Er your site does rank in the top 500 for "Information Web Directory".
#232
http://www.google.com/search?num=100...+Web+Directory
Also John I think that is a valid way to measure how well a page rankings by taking the title or part of the title.
Now common sense tells us you don't take one word and see how a site ranks for it but I think taking your title "Information - Avivia Web Directory" and removing the Aviva out of it and seeing how you rank is very fair.
Look at Rands site title.
SEO - Search Engine Optimization | Read SEOmoz, Rank Better
Here is how he rankings:
SEO #25
Search Engine Optimization #19
Read SEOmoz #1
Rank Better #1
The title tag is one of the optimization items that Search Engines give the most weight to. In Rands survey of 37 SEO experts the title tag was ranked the highest with a rating for 4.9 out of 5.
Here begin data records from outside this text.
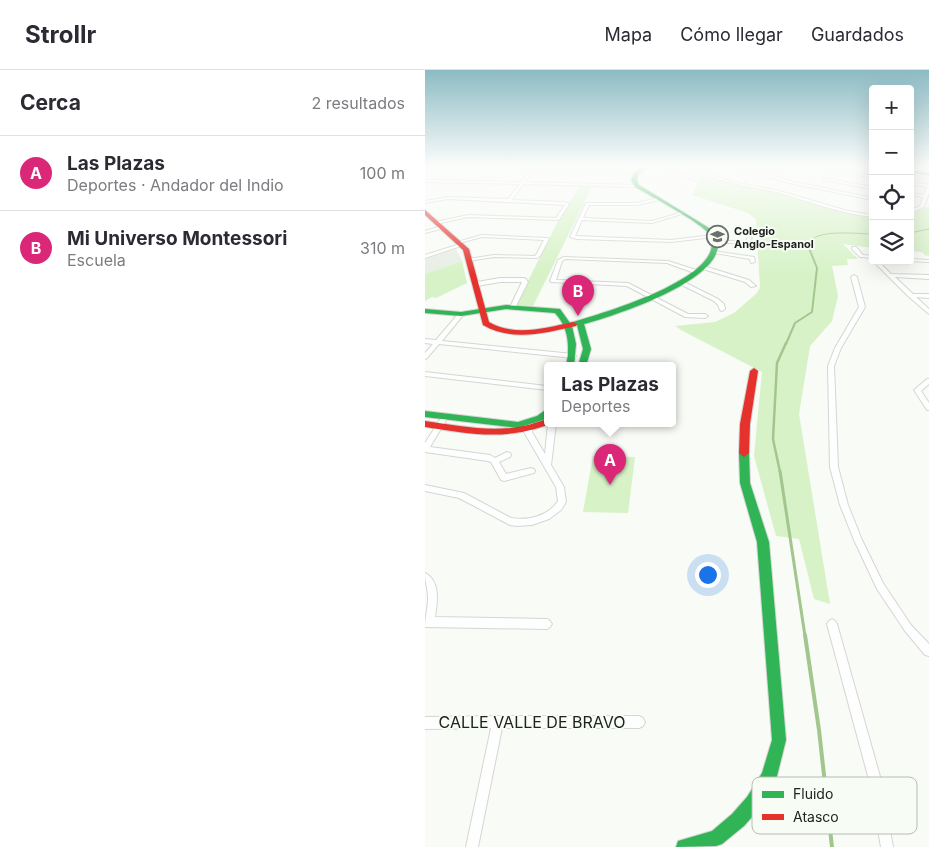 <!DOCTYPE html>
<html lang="es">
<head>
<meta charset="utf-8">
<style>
  :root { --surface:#fff; --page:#f2f2f3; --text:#2b2b33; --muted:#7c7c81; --line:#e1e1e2; --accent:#db2777 }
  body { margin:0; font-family:Inter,sans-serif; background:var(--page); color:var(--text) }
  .controls { position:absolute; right:15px; top:15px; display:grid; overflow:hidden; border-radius:5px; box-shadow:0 5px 20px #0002 }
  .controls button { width:45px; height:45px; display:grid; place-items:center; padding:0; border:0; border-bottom:1px solid var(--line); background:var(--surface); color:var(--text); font:25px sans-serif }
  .you { position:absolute; left:282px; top:504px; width:18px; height:18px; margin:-12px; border:4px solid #fff; border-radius:50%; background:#1a73e8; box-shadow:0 0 0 8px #1a73e833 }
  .badge { display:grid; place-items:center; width:32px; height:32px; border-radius:50%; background:var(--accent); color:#fff; font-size:16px; font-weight:700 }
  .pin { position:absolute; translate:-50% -41px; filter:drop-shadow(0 1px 2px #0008) }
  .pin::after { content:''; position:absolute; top:26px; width:18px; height:15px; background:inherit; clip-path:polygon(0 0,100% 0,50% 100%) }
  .popup { position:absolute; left:119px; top:292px; width:132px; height:65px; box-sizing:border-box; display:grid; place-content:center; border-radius:5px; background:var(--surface); filter:drop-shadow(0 1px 4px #0005); font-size:16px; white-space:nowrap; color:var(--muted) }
  .popup b { font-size:19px; color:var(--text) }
  .popup::after { content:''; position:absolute; left:50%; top:100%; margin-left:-10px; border:10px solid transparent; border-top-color:var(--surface) }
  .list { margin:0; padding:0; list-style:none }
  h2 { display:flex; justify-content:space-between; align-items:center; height:65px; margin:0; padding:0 20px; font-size:21px }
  h2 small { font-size:16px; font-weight:400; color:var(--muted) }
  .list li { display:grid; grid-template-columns:32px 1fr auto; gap:15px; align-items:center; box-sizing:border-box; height:75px; padding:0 20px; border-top:1px solid var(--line) }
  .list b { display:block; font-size:19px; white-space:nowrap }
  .list p { margin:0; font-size:16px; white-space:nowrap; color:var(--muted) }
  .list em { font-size:16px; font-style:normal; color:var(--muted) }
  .icon { flex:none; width:28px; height:28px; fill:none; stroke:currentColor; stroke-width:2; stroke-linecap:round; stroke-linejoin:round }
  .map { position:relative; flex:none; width:504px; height:777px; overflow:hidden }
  header { display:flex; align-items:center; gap:30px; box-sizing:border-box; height:70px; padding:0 25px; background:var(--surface); border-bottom:1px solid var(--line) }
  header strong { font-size:24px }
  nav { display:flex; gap:28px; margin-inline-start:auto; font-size:18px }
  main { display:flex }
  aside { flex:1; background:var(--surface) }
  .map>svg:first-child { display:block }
</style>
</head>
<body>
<header>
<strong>Strollr</strong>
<nav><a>Mapa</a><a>Cómo llegar</a><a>Guardados</a></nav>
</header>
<main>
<aside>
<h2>Cerca<small>2 resultados</small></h2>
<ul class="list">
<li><span class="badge">A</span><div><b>Las Plazas</b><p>Deportes · Andador del Indio</p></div><em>100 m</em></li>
<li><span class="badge">B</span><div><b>Mi Universo Montessori</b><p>Escuela</p></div><em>310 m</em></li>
</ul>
</aside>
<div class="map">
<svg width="504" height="777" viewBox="0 0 504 777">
  <rect width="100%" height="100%" fill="#f8fbf6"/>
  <!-- built -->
  <path fill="#e7eee4" d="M 31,179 L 37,191 L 0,204 L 0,189 Z"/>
  <!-- green -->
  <path fill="#d6f2c6" d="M 278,103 C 301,113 325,116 349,122 C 383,130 414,142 448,148 L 448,178 L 418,174 L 433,189 L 422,189 L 423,195 L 407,196 L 413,226 L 407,251 L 385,276 L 374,344 L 405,534 L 389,529 L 374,469 L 351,466 L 329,386 L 337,302 L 256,260 L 250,256 L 290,252 L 309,243 L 332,223 L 335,217 L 331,149 L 323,143 L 267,125 Z
    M 155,116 L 167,117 L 108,236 L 91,235 L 134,149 Z
    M 504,136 L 504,185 L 501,186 L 497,182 L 485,181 L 485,145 Z
    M 37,191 L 42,213 L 11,228 L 7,227 L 0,231 L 0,204 Z
    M 168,386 L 210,387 L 203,443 L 158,442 Z"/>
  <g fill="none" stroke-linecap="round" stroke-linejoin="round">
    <!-- stream-far4 -->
    <path stroke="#a3c68e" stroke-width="1" d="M 485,163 L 504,159
      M 383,174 C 390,158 432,164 448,164"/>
    <!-- stream-far3 -->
    <path stroke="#a3c68e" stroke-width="2" d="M 361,274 L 370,253 L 387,242 L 392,198 L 382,173"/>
    <!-- stream-far2 -->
    <path stroke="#a3c68e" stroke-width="2.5" d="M 355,402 L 348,369 L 352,293 L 361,273"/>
    <!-- stream-far1 -->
    <path stroke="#a3c68e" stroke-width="3" d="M 355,401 L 380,566"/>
    <!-- stream -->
    <path stroke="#a3c68e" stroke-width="4" d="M 380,565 L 394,660 L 407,777"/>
    <defs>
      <path id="street" d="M 54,96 L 184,99 L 213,104 L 211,105 L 184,101 L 110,99 L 100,112 L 212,115 L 214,116 L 212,117 L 98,114 L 87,130 L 138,132 L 143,133 L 144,134 L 134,150 L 43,147 L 11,154 L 11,152 L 43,145 L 131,148 L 140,135 L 23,129 L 0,133 L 0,131 L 23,127 L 83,129 L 95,114 L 0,112 L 0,110 L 96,112 L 107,99 Z
        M 230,96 L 237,96 L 275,110 L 272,111 Z
        M 266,96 L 271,96 L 288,105 L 308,112 L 351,120 L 423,141 L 448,145 L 448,147 C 414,143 383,131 351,122 C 322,115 292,114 266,96 Z
        M 306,96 L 313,96 L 345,105 L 355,99 L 344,96 L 357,98 L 360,96 L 365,96 L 349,106 L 365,111 L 448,128 L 448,130 L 364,113 Z
        M 386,96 L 396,96 L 448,106 L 448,108 Z
        M 487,101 L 489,101 L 504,110 L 504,113 L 487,103 Z
        M 398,108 L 448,117 L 448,119 L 399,110 Z
        M 485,112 L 504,115 L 504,123 L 499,137 L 485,143 L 485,140 L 495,136 L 498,127 L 485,125 L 485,123 L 499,125 L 502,117 L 485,114 Z
        M 233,128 L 235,129 L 234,130 L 212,135 L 164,135 L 158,148 L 227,151 L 258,142 L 260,143 L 227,153 L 157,150 L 150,166 L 246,170 L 288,165 L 290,166 L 288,167 L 246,172 L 152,169 L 145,167 L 161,133 L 212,133 Z
        M 17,156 L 19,157 L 19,158 L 0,163 L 0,161 Z
        M 57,165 L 122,168 L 124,169 L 115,186 L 112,188 L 69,187 L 43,191 L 43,189 L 69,185 L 110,186 L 111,185 L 119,170 L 57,167 L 34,173 L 32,172 Z
        M 323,167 L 327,168 L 322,173 L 290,173 L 288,172 L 290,171 L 321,171 Z
        M 35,174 L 39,175 L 0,188 L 0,185 Z
        M 427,177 L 431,177 L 438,185 L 448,186 L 448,188 L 435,187 L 427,179 Z
        M 288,181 L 329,187 L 330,192 L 326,193 L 325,189 L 290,183 L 288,183 Z
        M 139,187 L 243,191 L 274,201 L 274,203 L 272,204 L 242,193 L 140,189 L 137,191 L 131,210 L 203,213 L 263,244 L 280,244 L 283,246 L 280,248 L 260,247 L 202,216 L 126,212 L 125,211 L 133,190 Z
        M 485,189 L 504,190 L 504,192 L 484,191 L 485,191 Z
        M 448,191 L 453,191 L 466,204 L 504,205 L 504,209 L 470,207 L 488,224 L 504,224 L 504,228 L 491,227 L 504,239 L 504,244 L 483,226 Z
        M 278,197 L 282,197 L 324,210 L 331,216 L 326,217 L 320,212 L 278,199 Z
        M 429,205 L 432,207 L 440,237 L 416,278 L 409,296 L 413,397 L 423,435 L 437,470 L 458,513 L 486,555 L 504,574 L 504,586 L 500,585 L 480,561 L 452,519 L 429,470 L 415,435 L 405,397 L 403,296 L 410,278 L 434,237 L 426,207 Z
        M 75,208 L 99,208 L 101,209 L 103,212 L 90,238 L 85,237 L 97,212 L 75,212 L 52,216 L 49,214 L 52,212 Z
        M 253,211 L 257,211 L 293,229 L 299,234 L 300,239 L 297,241 L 295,240 L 293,235 L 289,231 L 253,213 Z
        M 36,242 L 39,244 L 17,271 L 148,284 L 151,286 L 148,288 L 14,274 L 2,288 L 0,289 L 0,283 L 8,274 L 0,273 L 0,269 L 11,270 L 34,243 Z
        M 0,302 L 122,316 L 122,320 L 0,306 Z
        M 502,309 L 504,309 L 504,314 L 496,321 L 504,333 L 504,340 L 502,340 L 489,320 Z
        M 18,345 L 22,345 L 23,347 L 5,377 L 65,385 L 70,388 L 82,382 L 85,383 L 86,385 L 85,387 L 74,392 L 81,404 L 106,398 L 109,399 L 110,401 L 109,403 L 79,411 L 76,410 L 66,392 L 63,391 L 0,382 L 0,373 Z
        M 103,350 L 107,353 L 107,362 L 120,384 L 123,354 L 131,354 L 126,395 L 139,417 L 141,432 L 136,440 L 124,449 L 107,455 L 92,456 L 85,455 L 34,428 L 0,421 L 0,415 L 39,423 L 86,448 C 104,451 123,446 133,431 L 131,417 L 99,362 L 99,353 Z
        M 0,503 C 16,511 12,533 10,547 L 122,549 L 125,551 L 127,554 L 125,557 L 122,559 L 0,557 C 0,547 3,538 3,528 C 3,519 0,512 0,503 Z
        M 407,549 L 410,551 L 412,554 L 456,710 L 468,777 L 456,777 L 444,710 L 402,554 L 404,551 Z
        M 73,646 L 214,646 L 218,648 L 220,652 L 218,656 L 214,658 L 77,658 L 53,777 L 41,777 L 66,658 L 0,659 L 0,647 Z"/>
      <path id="fast" d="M 219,96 L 225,96 L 213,105 L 212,110 L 214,115 L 284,158 C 329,201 187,247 159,254 L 166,279 L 161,296 L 153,296 L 158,279 L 152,255 L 147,256 L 151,274 L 149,296 L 141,296 C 145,277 144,258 130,243 L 81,239 L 36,246 L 0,243 L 0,239 L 36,242 L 81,235 L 135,239 L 145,253 C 171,245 308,207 284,164 C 277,153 224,125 210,117 L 206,110 L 209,103 Z
        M 485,100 L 504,103 L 504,105 L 485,103 Z
        M 122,339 L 122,347 L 118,350 L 93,358 L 0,347 L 0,341 L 93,352 L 112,346 Z
        M 319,379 L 324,383 L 325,413 L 344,472 L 361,670 L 352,706 L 334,739 L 319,756 L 297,774 L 291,776 L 251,777 L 253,771 L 287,761 L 307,744 L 322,727 L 337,703 L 347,670 L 332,472 L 315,413 L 314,383 Z"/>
      <path id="jam" d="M 0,140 L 44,179 L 64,252 C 90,267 120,258 148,252 L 152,254 L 151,256 C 120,263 87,272 58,255 L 38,180 L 0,145 Z
        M 329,298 L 333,301 L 325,354 L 324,383 L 319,387 L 314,383 L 315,354 L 325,301 Z
        M 122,349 L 122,354 L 125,354 C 80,371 46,364 0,357 L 0,351 C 30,355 62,362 92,357 C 103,356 112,352 122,349 Z"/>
    </defs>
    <!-- street casing -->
    <use href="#street" stroke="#d4d6d3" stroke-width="2"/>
    <!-- fast casing -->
    <use href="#fast" stroke="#d4d6d3" stroke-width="2"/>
    <!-- jam casing -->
    <use href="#jam" stroke="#d4d6d3" stroke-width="2"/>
    <!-- street -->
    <use href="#street" fill="#fefefe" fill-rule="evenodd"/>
    <!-- fast -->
    <use href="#fast" fill="#30b455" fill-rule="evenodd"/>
    <!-- jam -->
    <use href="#jam" fill="#e5322d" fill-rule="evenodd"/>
  </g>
  <!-- sky -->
  <linearGradient id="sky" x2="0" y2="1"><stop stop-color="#8cbbc4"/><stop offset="0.47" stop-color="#fcfdfb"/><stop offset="1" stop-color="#fcfdfb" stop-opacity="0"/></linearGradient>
  <rect width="504" height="205" fill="url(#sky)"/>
  <!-- icons -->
  <defs>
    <symbol id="school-ring" viewBox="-11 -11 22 22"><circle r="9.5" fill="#f7fdf4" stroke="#6c6f6b" stroke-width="1.5"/><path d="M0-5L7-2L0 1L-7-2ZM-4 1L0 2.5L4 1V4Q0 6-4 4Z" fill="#6c6f6b"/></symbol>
  </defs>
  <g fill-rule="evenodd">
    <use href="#school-ring" x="280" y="154" width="25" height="25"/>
  </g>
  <g text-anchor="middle" stroke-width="4" stroke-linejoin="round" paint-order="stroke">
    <!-- far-poi labels -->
    <g font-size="11" font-weight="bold" fill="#212320" stroke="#f7fdf4" text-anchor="start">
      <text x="309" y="165">Colegio<tspan x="309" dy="13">Anglo-Espanol</tspan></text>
    </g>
    <!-- near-street labels -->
    <g font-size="16" fill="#212320" stroke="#f7fdf4">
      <text x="107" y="658">CALLE VALLE DE BRAVO</text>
    </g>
  </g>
  <!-- legend -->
  <rect x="327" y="707" width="165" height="57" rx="8" fill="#f7fdf4" stroke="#b7bcb4" stroke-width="1"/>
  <rect x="337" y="721" width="22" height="7" fill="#30b455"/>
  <rect x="337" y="744" width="22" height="6" fill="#e5322d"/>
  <g font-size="14" fill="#212320">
    <text x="368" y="729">Fluido</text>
    <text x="368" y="752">Atasco</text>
  </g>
</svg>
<div class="controls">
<button>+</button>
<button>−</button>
<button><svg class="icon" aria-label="locate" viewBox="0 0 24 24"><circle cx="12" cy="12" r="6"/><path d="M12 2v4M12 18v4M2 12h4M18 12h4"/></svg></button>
<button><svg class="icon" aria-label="layers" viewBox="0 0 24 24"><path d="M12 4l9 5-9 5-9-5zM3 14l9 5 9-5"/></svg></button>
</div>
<div class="you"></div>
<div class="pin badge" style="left:185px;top:415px">A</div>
<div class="popup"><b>Las Plazas</b>Deportes</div>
<div class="pin badge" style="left:153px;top:246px">B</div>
</div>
</main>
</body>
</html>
http://www.seomoz.org/article/search-ranking-factors#f3
Seeing how a site rankings for their title tags tells you a lot about the authority a site has -- if the title tag is completive.
Also that doesn't mean looking to see the number of results as
blue and pink dogs has a page results of 2.9 million.
http://www.google.com/search?q=blue+and+pink+dogs
But put the title into quotes and you will see there only 9 pages.
http://www.google.com/search?q="blue+and+pink+dogs"
Putting a key phrase in quotes or searching using the allintitle:keyword will show give you a better idea how competitive the key phrase is.
For example
title optimization has the following results
61 million no quotes
http://www.google.com/search?hl=en&q=title+optimization
40k in quotes
http://www.google.com/search?hl=en&q...+optimization"
And
blog titles has the following results
47 million no quotes
http://www.google.com/search?hl=en&q=blog+titles
110k in quotes
http://www.google.com/search?hl=en&q="blog+titles"
My blog
http://seo.seocompany.ca/ rankings on the first page for both these terms just based on on-page optimization.
That tells you my blog has good authority.
I think this was Rands point. To show that not very many directories have high ranking authority by showing that they don't rank well for competitive phrases they have in their title tags.
So while it smarts to have him name your site out on his point making, it is a valid point in my opinion.
While I think this is a valid point it is not my experience that having high ranking authority is needed to give value to inbound links from a site. ~40% to 60% of my $415k income last year was from link building with directories so I can say that I have experience in this area. I find that getting links from directories are not only "Google blessed" links but they are the best bang for the buck links out there.
Directories that give multiple deep links where you can put the key phrase you are targeting with out having to add your domain or company name in the anchor text works the best.
Your Aviva Directory is one of the directories I put my clients in and while it may or may not have high ranking authority and its categories pages may or may not rank high for the title tag phrase -- it still provides value for the price.
So what I would do is look at category titles on your directory and see how they rank. Best to look for 2 or 3 word phrases that have 30k plus results when they are in quotes. This will tell you a lot about the authority your directory has.
The following will help you to rank better for your titles.
1. Put only the key phrase you are targeting in your title tag only.
2. Put the same key phrase in the URL, meta description/keywords, h1/h2 tags, bold in the first paragraph.
3. Do internal linking to the page with the same key phrase in the anchor text.